▶ Exercise goal
Each line from the opening of the listing below through the line that contains "0 #1b2f5e) drop-shadow(-2px" is to be output exactly as written.

..............................

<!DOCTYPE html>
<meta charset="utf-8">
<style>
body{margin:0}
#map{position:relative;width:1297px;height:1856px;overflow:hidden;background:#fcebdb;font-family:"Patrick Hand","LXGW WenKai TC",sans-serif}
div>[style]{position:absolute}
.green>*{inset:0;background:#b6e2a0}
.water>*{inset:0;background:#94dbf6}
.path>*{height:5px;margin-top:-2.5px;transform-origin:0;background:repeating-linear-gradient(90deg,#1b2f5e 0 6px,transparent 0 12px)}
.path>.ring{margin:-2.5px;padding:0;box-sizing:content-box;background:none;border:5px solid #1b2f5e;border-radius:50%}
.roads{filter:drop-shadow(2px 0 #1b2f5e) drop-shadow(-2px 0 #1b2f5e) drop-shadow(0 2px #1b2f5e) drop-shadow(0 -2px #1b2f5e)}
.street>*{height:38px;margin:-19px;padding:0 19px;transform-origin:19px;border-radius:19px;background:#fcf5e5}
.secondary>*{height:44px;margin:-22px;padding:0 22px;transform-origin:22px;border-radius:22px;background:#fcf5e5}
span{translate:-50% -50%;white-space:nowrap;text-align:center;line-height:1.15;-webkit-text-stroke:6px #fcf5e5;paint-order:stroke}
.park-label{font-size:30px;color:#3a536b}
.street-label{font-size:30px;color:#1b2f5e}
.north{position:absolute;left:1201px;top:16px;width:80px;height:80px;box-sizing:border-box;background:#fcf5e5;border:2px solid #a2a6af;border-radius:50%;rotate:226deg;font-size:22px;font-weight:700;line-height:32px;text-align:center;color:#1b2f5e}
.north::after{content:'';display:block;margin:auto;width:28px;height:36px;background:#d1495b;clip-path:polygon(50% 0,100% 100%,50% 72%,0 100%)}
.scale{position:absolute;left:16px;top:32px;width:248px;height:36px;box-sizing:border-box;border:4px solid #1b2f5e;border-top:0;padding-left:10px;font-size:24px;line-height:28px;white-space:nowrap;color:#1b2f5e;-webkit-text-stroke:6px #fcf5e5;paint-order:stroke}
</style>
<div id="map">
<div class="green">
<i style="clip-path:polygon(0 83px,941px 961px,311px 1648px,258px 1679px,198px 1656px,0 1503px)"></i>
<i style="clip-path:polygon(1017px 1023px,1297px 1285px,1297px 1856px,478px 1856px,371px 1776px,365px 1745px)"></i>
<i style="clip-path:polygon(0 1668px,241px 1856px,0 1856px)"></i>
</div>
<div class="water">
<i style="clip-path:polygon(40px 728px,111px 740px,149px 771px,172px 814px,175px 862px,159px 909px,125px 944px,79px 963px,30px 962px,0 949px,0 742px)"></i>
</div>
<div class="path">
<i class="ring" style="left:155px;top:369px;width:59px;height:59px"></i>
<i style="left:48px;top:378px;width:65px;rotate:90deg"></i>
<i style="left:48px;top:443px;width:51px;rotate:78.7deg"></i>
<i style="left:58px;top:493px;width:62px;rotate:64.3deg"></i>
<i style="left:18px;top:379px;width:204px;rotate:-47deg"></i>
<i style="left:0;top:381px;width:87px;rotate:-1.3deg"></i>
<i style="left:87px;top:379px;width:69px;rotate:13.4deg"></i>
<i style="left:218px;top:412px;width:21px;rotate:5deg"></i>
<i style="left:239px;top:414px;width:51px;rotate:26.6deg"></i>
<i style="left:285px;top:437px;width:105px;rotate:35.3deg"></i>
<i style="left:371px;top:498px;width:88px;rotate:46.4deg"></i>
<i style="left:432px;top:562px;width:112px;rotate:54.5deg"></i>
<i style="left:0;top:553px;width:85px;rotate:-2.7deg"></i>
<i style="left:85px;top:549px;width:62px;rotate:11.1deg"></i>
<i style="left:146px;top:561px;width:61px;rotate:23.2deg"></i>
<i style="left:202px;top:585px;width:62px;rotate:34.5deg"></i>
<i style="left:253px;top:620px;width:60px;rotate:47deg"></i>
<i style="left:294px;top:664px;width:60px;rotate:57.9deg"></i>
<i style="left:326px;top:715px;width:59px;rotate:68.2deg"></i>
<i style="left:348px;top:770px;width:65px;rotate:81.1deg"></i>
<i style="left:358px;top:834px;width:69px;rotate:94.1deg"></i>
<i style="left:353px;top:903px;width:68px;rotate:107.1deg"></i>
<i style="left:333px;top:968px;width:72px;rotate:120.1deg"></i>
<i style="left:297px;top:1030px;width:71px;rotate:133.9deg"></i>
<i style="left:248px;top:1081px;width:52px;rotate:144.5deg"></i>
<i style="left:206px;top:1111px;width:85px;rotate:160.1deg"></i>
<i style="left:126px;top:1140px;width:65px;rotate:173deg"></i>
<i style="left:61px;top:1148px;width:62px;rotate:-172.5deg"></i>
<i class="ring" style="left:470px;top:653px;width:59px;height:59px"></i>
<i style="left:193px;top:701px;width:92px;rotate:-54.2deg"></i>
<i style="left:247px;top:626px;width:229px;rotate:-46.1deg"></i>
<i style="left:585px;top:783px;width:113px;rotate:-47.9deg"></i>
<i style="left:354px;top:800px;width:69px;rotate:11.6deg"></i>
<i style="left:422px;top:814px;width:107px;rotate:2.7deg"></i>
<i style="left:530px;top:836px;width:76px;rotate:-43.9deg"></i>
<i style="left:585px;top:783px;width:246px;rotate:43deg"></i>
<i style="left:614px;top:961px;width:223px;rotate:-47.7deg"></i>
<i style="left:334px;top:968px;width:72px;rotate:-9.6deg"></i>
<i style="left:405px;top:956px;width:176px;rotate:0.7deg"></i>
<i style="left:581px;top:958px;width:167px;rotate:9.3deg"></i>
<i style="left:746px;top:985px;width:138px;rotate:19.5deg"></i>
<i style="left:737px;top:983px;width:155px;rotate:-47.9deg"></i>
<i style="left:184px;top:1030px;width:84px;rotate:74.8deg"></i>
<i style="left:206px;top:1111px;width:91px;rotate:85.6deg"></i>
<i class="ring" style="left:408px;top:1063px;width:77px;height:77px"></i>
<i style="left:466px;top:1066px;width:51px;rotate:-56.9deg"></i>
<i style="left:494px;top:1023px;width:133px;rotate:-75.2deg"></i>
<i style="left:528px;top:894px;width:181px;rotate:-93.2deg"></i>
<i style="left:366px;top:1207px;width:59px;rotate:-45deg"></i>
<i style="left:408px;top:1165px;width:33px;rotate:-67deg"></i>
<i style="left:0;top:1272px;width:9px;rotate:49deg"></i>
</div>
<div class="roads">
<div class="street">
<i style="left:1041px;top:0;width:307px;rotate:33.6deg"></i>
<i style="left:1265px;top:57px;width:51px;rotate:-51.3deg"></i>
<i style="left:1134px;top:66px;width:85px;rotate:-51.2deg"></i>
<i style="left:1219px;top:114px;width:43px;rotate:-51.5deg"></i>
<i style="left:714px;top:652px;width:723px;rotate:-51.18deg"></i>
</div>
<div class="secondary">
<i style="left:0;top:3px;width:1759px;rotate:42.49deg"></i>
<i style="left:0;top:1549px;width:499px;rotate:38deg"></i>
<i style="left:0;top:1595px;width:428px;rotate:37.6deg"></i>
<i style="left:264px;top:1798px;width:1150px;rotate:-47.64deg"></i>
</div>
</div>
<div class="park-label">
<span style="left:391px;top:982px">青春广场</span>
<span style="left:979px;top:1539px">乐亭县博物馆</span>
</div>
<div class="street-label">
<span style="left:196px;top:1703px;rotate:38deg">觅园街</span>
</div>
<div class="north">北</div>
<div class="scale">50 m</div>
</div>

..............................

▶ Answer to the exercise
<!DOCTYPE html>
<meta charset="utf-8">
<style>
body{margin:0}
#map{position:relative;width:1297px;height:1856px;overflow:hidden;background:#fcebdb;font-family:"Patrick Hand","LXGW WenKai TC",sans-serif}
div>[style]{position:absolute}
.green>*{inset:0;background:#b6e2a0}
.water>*{inset:0;background:#94dbf6}
.path>*{height:5px;margin-top:-2.5px;transform-origin:0;background:repeating-linear-gradient(90deg,#1b2f5e 0 6px,transparent 0 12px)}
.path>.ring{margin:-2.5px;padding:0;box-sizing:content-box;background:none;border:5px solid #1b2f5e;border-radius:50%}
.roads{filter:drop-shadow(2px 0 #1b2f5e) drop-shadow(-2px 0 #1b2f5e) drop-shadow(0 2px #1b2f5e) drop-shadow(0 -2px #1b2f5e)}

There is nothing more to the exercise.